Live performance revenue has dropped by 40% in Sydney CBD since lockout laws: Music industry
Monday, February 22, 2016/
Live performance revenue at venues in Sydney’s CBD has declined by 40% since the introduction of the city’s controversial lockout laws, according to data from the music industry.
Figures released by Australian Performance Rights Australia (APRA) and Australasian Mechanical Copyright Owners Society (AMCOS) through the Live Music Office, show a 40% overall decline in value of door charge receipts and a 15% decrease in venue expenditure on live artist performances across all premises during a two-year-period.
The figures are based on an analysis of APRA AMCOS licencing revenue from February 1, 2013 to January 31, 2015.
The lockout laws were introduced in March 2014, as a response to alcohol fuelled violent behaviour in the CBD.
The laws mean venues cannot serve shots after 10pm, with no drinks to be served after 3am. New customers cannot enter venues after 1:30am.
Other venues with a Live Artists Performance licence that includes hotels, bars and nightclubs have seen a 32% decrease in door charge receipts, according to APRA AMCOS.
Attendance figures to APRA-AMCOS licensed nightclubs and dance venues have fallen by 19%.
Live Music Office Policy Director John Wardle told SmartCompany the figures are of serious concern to venue owners, musicians and audience members.
“[The data] indicates that for touring artists, for profile acts, for ticketed shows in the city of Sydney, the loss is dramatic. The decline is dramatic,” he says.
“The international impact from the lockouts, and the narrative around the lockouts, I’ve been surprised at just how widely known this is. Most days I’ll get contact from an international colleague working in policy asking me what’s going on in Sydney.”
Wardle says the impact on SMEs is serious, with many performance venue owners having to shift their programming from two shows a night to just one.
The lockout laws are also having flow on effects beyond just venue owners, according to Wardle.
“I hope we’d be including musicians in small business owners affected as many people are no longer employed in these businesses … now there’s staffing, suppliers, reduced trading hours, loss of employment across the hospitality industry generally and food businesses,” he says.
“The narrative is that Sydney is unsafe.
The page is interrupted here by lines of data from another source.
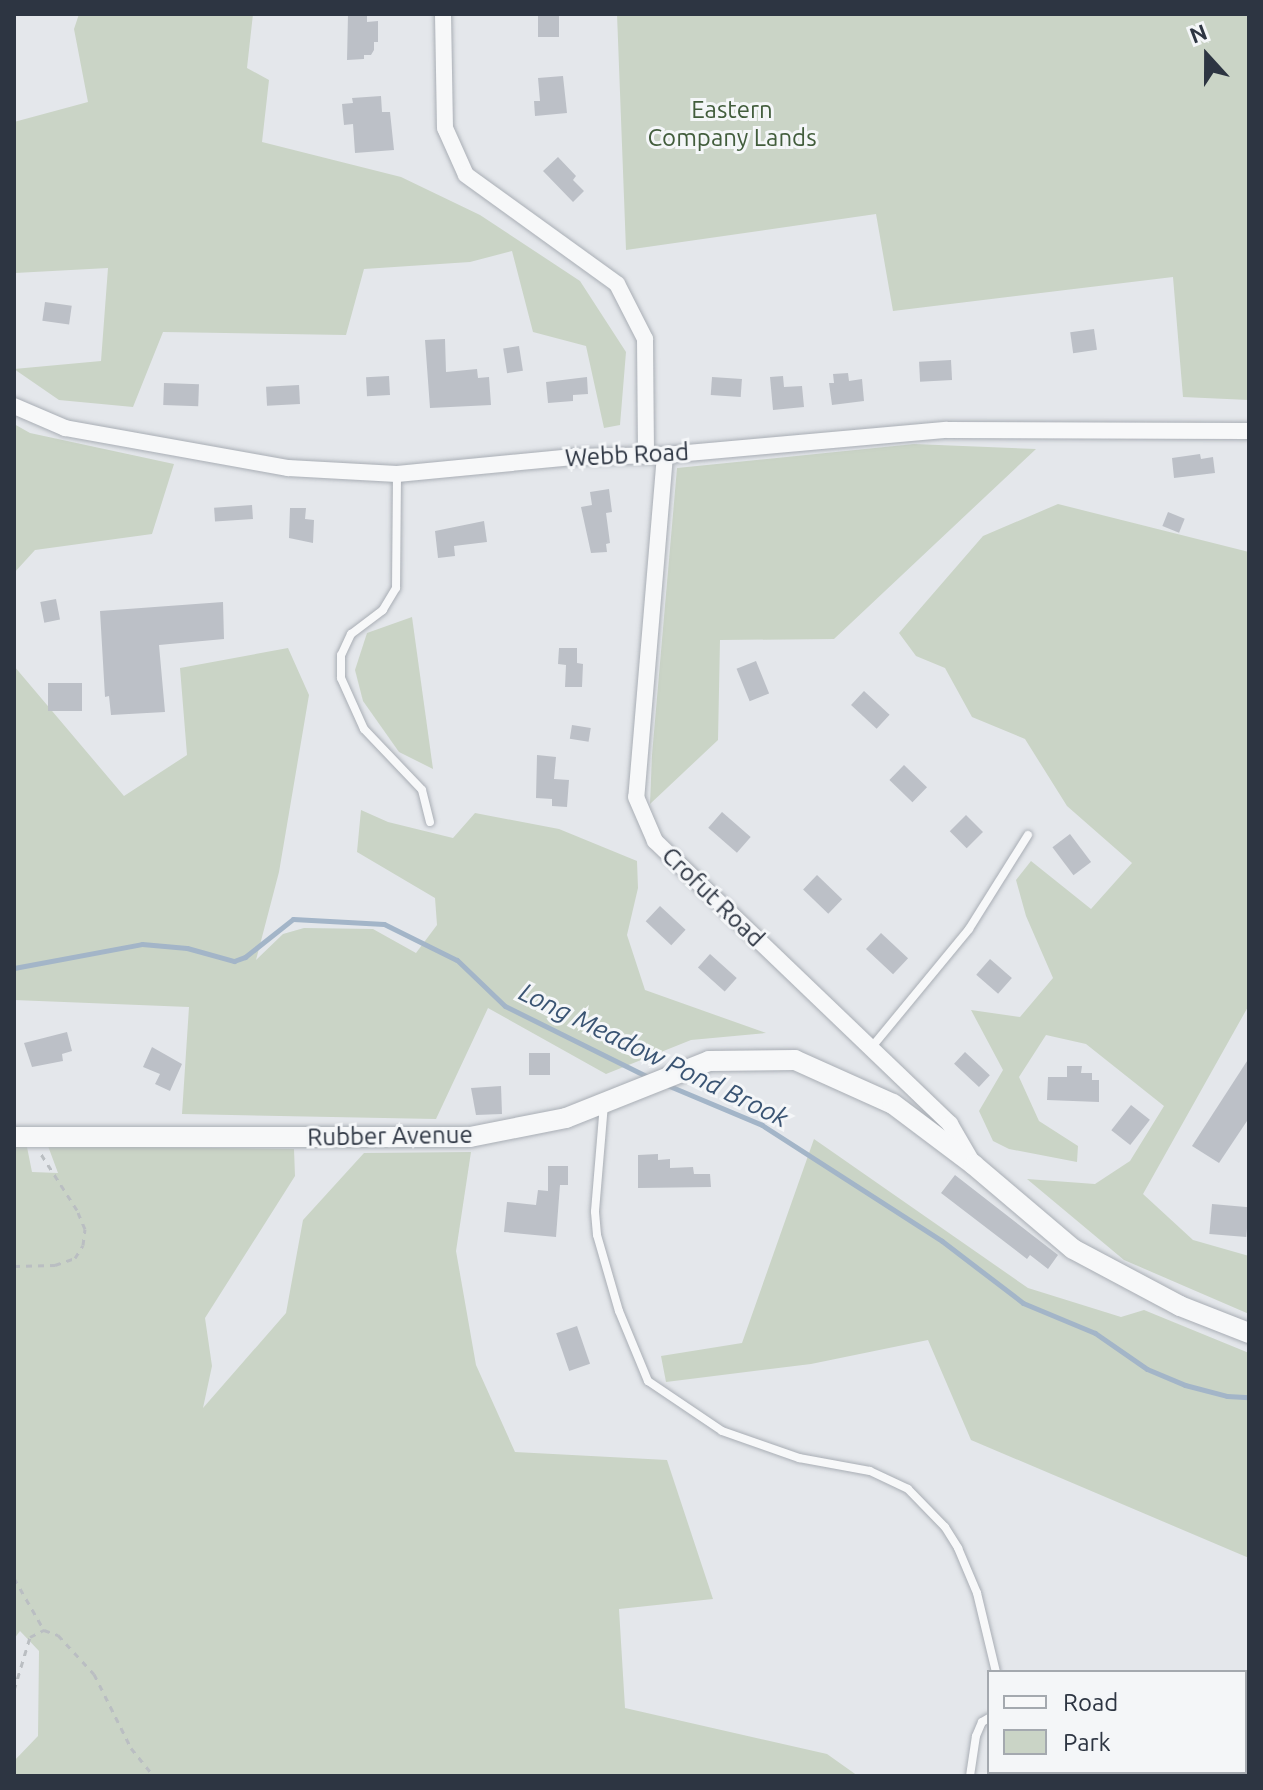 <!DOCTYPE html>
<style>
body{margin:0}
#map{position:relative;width:1263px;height:1790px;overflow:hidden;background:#e4e7eb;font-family:Ubuntu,sans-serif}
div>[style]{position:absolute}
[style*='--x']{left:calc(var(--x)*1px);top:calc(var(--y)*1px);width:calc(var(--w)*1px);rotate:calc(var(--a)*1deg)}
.green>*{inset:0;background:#cad4c6}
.stream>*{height:5px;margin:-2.5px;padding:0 2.5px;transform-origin:2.5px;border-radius:2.5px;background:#a3b5c8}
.building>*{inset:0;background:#bcc0c7;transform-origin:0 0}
.path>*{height:3px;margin-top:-1.5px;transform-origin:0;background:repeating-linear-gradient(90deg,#babec2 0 6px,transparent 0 12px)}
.roads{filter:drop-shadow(0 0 2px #a9aeb5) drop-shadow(0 0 2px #a9aeb5)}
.service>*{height:8px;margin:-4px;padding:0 4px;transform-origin:4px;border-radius:4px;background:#f7f8f9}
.minor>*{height:16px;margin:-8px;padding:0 8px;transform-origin:8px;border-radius:8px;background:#f7f8f9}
.tertiary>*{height:20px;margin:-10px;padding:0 10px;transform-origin:10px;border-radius:10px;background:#f7f8f9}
span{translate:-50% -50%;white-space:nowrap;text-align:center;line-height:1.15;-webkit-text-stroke:6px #f4f6f8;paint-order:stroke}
.park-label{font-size:24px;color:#425d3c}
.street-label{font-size:24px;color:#2d3542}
.water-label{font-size:26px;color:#3a5473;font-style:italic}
.frame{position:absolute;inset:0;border:16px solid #2d3542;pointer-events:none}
.legend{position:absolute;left:987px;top:1670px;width:260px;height:104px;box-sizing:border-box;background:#f4f6f8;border:2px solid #a4a9af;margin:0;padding:10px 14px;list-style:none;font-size:24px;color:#2d3542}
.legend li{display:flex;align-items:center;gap:16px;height:40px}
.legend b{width:40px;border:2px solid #a4a9af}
.north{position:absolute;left:1167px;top:16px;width:80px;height:80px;-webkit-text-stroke:6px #f4f6f8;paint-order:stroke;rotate:339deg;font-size:22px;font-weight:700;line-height:32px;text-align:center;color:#2d3542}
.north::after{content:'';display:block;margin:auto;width:28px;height:36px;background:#2d3542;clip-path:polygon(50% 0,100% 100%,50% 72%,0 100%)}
</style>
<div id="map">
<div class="green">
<i style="clip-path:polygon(79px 14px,253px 14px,247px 68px,269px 80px,262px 142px,401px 177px,480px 215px,580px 281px,626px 352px,620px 425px,604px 428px,586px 346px,533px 332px,512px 251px,470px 262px,364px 269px,346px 335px,163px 332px,133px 407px,59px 400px,14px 369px,101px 361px,108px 268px,15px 273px,14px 318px,14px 122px,88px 102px,74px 29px)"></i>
<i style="clip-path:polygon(617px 14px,1249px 14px,1249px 400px,1183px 397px,1173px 277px,893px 311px,876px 214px,626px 250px)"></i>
<i style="clip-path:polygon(14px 424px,30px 433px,174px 464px,152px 534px,35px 550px,14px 573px)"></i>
<i style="clip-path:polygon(914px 444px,1036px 449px,834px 639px,720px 640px,718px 740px,650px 804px,652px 755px,677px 468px)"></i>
<i style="clip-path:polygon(1058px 504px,1249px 552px,1249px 1005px,1143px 1194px,1193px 1240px,1249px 1256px,1249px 1314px,1124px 1260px,1027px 1179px,1095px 1184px,1130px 1161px,1164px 1106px,1086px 1044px,1046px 1035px,1019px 1077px,1039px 1121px,1078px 1146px,1077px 1162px,1009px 1149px,993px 1141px,979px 1111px,1003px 1070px,971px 1010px,1020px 1017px,1053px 978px,1026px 916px,1016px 880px,1031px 861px,1091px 909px,1132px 863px,1067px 806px,1025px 739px,972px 717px,945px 668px,916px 656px,899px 633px,983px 536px)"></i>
<i style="clip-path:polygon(412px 617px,433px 769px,399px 752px,363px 701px,355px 670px,367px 633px)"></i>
<i style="clip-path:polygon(288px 648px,309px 695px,279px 872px,256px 960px,283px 934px,304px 928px,373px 929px,416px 953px,437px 925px,435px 898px,357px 852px,361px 810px,388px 822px,453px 838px,475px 813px,559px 829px,637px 861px,638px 888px,627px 935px,645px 990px,766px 1033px,691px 1040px,606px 1074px,488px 1008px,436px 1119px,182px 1114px,189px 1007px,14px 1000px,14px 666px,124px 796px,187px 755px,180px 668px)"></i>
<i style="clip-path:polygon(814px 1139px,1028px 1288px,1121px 1317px,1144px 1310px,1249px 1353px,1249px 1558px,971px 1440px,928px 1340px,811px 1364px,666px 1382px,661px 1356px,742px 1343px)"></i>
<i style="clip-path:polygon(48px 1146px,294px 1149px,295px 1176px,205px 1318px,212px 1366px,203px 1408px,286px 1313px,303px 1220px,364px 1153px,471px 1152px,456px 1251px,476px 1365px,515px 1452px,667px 1460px,713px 1599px,619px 1609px,625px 1708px,827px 1754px,858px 1776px,14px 1776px,14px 1761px,38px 1736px,39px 1651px,20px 1631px,14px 1639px,14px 1147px,27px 1147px,32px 1172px,58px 1173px)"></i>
</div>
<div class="stream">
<i style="--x:14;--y:968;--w:130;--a:-10.6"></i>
<i style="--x:142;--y:944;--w:45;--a:5.1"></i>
<i style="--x:187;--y:948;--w:49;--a:15.5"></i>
<i style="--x:234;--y:961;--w:12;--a:-20"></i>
<i style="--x:245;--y:957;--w:61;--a:-38.4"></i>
<i style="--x:293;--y:919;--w:91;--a:3.1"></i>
<i style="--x:384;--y:924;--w:81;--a:26.3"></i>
<i style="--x:457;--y:960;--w:66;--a:43.8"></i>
<i style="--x:505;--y:1006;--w:162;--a:26.4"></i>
<i style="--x:667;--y:1085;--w:103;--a:22.8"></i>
<i style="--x:762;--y:1125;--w:214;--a:32.8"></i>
<i style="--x:942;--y:1241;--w:102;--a:37.4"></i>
<i style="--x:1023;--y:1303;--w:78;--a:22.6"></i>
<i style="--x:1095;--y:1333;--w:63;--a:34.7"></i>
<i style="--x:1147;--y:1369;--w:41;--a:22.8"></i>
<i style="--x:1185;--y:1385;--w:43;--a:14.7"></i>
<i style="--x:1227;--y:1396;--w:22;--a:3"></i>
</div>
<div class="building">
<i style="clip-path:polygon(348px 14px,367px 14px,367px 22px,378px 21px,378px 42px,374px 42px,374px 50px,371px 55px,364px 55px,364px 59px,347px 60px)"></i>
<i style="left:538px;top:14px;width:21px;height:23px"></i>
<i style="clip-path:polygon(563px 76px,567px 113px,535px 116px,534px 101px,540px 101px,538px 78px)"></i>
<i style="clip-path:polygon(381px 96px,382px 112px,390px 112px,394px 150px,355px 153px,353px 124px,344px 125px,342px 104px,353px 103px,352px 98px)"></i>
<i style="clip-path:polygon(558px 157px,576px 176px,573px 180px,584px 191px,573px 202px,543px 171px)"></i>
<i style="left:45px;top:302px;width:27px;height:19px;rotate:8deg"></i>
<i style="left:1094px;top:329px;width:21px;height:24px;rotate:82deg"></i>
<i style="clip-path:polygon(445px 339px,446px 372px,477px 369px,478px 378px,489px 377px,491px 405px,430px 408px,425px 340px)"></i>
<i style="left:519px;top:346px;width:25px;height:16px;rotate:81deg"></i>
<i style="left:951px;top:360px;width:20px;height:32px;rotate:87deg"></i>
<i style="clip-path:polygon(848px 373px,849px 381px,862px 379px,864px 401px,832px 405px,829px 383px,834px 383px,833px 374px)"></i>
<i style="left:389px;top:376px;width:19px;height:23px;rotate:87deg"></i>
<i style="clip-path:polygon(783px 376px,784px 387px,802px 386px,804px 407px,773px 410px,770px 377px)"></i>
<i style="clip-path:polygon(587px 377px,588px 394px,573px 395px,573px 401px,548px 403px,546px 382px)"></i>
<i style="left:712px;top:377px;width:30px;height:18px;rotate:4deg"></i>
<i style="left:164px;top:383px;width:35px;height:22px;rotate:2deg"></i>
<i style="left:299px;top:385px;width:19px;height:33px;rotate:87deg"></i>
<i style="clip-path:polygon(1200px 454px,1201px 459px,1213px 457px,1215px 473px,1174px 478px,1172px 458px)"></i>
<i style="clip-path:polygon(609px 489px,612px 512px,606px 513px,610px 543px,606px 544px,607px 552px,591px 553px,581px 507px,592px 505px,590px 492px)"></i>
<i style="left:252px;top:505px;width:14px;height:38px;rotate:86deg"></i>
<i style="clip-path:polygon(290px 508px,306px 508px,305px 519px,314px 520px,313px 543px,289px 538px)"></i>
<i style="left:1168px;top:512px;width:18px;height:15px;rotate:22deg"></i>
<i style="clip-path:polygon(484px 521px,487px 542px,454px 546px,455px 556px,438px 558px,435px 531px)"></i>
<i style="left:56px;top:599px;width:21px;height:16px;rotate:79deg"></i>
<i style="clip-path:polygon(223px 602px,224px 639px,159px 645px,165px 712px,111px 715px,109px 696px,105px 697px,100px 611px)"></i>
<i style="clip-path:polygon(559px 648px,577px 648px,577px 663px,583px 664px,582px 687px,565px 687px,566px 665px,558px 664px)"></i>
<i style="left:756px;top:661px;width:35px;height:21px;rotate:68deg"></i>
<i style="left:82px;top:683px;width:28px;height:34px;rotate:90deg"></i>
<i style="left:864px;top:691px;width:35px;height:19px;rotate:43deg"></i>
<i style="left:572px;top:725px;width:19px;height:14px;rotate:9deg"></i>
<i style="clip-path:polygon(537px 755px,556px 757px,554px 779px,569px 780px,567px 807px,552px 806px,552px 799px,536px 798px)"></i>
<i style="left:904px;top:765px;width:32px;height:21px;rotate:44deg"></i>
<i style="left:722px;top:812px;width:38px;height:21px;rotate:41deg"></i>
<i style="left:966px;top:815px;width:24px;height:23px;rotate:45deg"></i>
<i style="left:1070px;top:834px;width:35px;height:22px;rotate:53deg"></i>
<i style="left:817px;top:875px;width:35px;height:20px;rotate:44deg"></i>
<i style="left:660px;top:906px;width:35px;height:21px;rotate:43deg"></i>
<i style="left:881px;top:933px;width:37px;height:22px;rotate:43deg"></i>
<i style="left:710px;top:954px;width:36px;height:18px;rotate:42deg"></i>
<i style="left:990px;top:959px;width:29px;height:21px;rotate:41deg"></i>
<i style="clip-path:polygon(67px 1032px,72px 1051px,62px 1054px,63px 1061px,32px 1067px,24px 1043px)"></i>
<i style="clip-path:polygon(152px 1047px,182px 1064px,170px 1091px,155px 1084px,160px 1074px,143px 1067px)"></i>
<i style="left:965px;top:1052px;width:34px;height:16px;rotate:43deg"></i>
<i style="left:529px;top:1053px;width:21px;height:22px"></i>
<i style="clip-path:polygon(1249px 1058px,1249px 1118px,1219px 1163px,1192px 1146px)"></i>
<i style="clip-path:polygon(1067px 1066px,1082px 1066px,1081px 1073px,1092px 1073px,1092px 1080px,1099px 1080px,1099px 1102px,1047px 1100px,1048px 1077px,1067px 1077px)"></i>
<i style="clip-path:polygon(501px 1086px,502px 1114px,476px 1115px,471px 1088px)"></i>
<i style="left:1131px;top:1105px;width:24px;height:32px;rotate:38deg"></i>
<i style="clip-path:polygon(658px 1154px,658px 1160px,670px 1159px,670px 1168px,693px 1167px,694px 1174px,710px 1174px,711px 1187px,638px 1188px,638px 1155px)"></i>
<i style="clip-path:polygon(548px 1166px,568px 1166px,568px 1185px,560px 1185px,556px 1237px,504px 1232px,507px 1202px,536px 1205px,538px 1190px,548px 1191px)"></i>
<i style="clip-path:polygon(955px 1175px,1058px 1255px,1048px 1269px,1030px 1255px,1027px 1259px,941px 1193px)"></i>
<i style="left:1212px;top:1204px;width:37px;height:30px;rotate:5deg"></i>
<i style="left:577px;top:1326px;width:40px;height:22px;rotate:71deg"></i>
</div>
<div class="path">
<i style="--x:14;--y:1266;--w:41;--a:-1.4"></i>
<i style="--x:55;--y:1265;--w:21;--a:-19"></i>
<i style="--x:75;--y:1258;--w:15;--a:-58"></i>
<i style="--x:83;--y:1245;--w:16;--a:-83"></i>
<i style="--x:85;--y:1229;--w:21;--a:-113"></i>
<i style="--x:77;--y:1210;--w:67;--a:-122.7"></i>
<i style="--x:14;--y:1578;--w:60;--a:60"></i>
<i style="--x:14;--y:1690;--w:55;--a:-73.2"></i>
<i style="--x:30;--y:1637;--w:16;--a:-27"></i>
<i style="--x:44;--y:1630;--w:15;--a:20"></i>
<i style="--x:58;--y:1635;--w:53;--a:47.3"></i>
<i style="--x:94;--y:1674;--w:83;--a:63.4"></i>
<i style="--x:131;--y:1748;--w:36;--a:51"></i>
</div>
<div class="roads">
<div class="service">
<i style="--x:397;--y:475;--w:113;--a:90.5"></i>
<i style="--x:396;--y:588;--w:26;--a:121"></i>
<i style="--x:383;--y:610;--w:40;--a:143"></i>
<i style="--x:351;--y:634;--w:23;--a:115"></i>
<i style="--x:341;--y:655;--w:23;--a:90"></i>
<i style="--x:341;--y:678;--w:56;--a:65.7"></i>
<i style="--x:364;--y:729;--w:84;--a:46.4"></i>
<i style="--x:422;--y:790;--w:33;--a:76"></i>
<i style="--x:871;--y:1048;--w:154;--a:-50.5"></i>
<i style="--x:969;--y:929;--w:111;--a:-57.9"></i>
<i style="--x:604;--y:1104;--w:108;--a:94.8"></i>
<i style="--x:595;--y:1212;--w:23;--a:85"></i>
<i style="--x:597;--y:1235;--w:79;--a:73.9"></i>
<i style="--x:619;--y:1311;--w:76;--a:67.5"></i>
<i style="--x:648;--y:1381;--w:89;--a:34"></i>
<i style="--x:722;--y:1431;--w:82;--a:19.3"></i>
<i style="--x:799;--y:1458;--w:72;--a:10.4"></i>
<i style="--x:870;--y:1471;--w:42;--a:25.3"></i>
<i style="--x:908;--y:1489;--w:53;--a:45.8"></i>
<i style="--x:945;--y:1527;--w:25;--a:58"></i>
<i style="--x:958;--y:1548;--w:49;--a:67.1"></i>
<i style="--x:977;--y:1593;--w:81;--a:76.5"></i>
<i style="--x:970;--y:1776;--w:40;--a:-81.5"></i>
<i style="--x:976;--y:1736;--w:15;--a:-67"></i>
<i style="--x:982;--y:1722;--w:8;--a:-30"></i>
</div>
<div class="minor">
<i style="--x:443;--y:14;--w:114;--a:89"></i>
<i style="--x:445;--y:128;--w:51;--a:65.9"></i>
<i style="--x:466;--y:175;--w:186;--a:35.8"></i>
<i style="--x:617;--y:284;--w:62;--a:63"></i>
<i style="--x:645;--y:339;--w:117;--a:89.5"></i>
<i style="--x:14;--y:406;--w:56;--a:23.3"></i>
<i style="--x:65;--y:428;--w:227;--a:10.2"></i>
<i style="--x:288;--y:468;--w:109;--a:3.2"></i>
<i style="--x:397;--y:474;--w:177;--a:-5.5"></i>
<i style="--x:573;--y:457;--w:92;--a:-1.2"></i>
<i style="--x:665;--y:455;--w:283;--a:-5.1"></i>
<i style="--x:947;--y:430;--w:302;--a:0.2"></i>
<i style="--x:665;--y:455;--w:343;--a:94.8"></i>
<i style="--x:636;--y:797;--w:48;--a:66.6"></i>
<i style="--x:655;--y:841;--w:409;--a:43.8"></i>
<i style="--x:950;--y:1124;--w:42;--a:59.7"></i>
</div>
<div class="tertiary">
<i style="--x:14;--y:1137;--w:456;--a:0"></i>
<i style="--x:470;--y:1137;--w:98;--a:-11.2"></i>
<i style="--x:566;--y:1118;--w:154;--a:-21.7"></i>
<i style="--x:709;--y:1061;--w:86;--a:-0.7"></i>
<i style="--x:795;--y:1060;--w:107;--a:24.2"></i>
<i style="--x:893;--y:1104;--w:101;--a:37"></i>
<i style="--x:974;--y:1165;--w:130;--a:40.3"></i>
<i style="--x:1073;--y:1249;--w:121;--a:28"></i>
<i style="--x:1180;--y:1306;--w:74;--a:21.4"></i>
</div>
</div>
<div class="park-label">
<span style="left:732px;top:124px">Eastern<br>Company Lands</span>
</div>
<div class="street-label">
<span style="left:627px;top:455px;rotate:-3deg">Webb Road</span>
<span style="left:713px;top:897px;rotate:44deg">Crofut Road</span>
<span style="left:390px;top:1136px;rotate:-1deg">Rubber Avenue</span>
</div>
<div class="water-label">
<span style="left:654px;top:1055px;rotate:26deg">Long Meadow Pond Brook</span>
</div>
<div class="frame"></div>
<ul class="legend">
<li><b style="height:10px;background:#f7f8f9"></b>Road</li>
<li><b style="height:22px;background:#cad4c6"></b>Park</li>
</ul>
<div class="north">N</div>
</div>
It’s a place associated with harm and risk and for many small businesses who are presenting live music, they see themselves as being a really healthy and happy and contributing part of the diversity in the night economy.”
Wardle says Live Music Office is looking to work with the New South Wales state government on solutions to support the live music industry in the Sydney CBD and would like to see changes to the 1.30am lockout for some venues.
“More generally we’d like to have the sort of regulation roundtable that exists in Victoria and South Australia,” he says.
“Regulation roundtables in place in these states provide a standing committee where the live music industry can work with states government agencies across liquor licensing, planning, environmental protection, law enforcement as well as local government to not only work for better regulation together but also build relationships, understanding and capacity.”
The APRA AMCOS figures come as around 8000 people gathered in the Sydney CBD over the weekend for the Keep Sydney Open rally to protest against the state government’s lockout laws.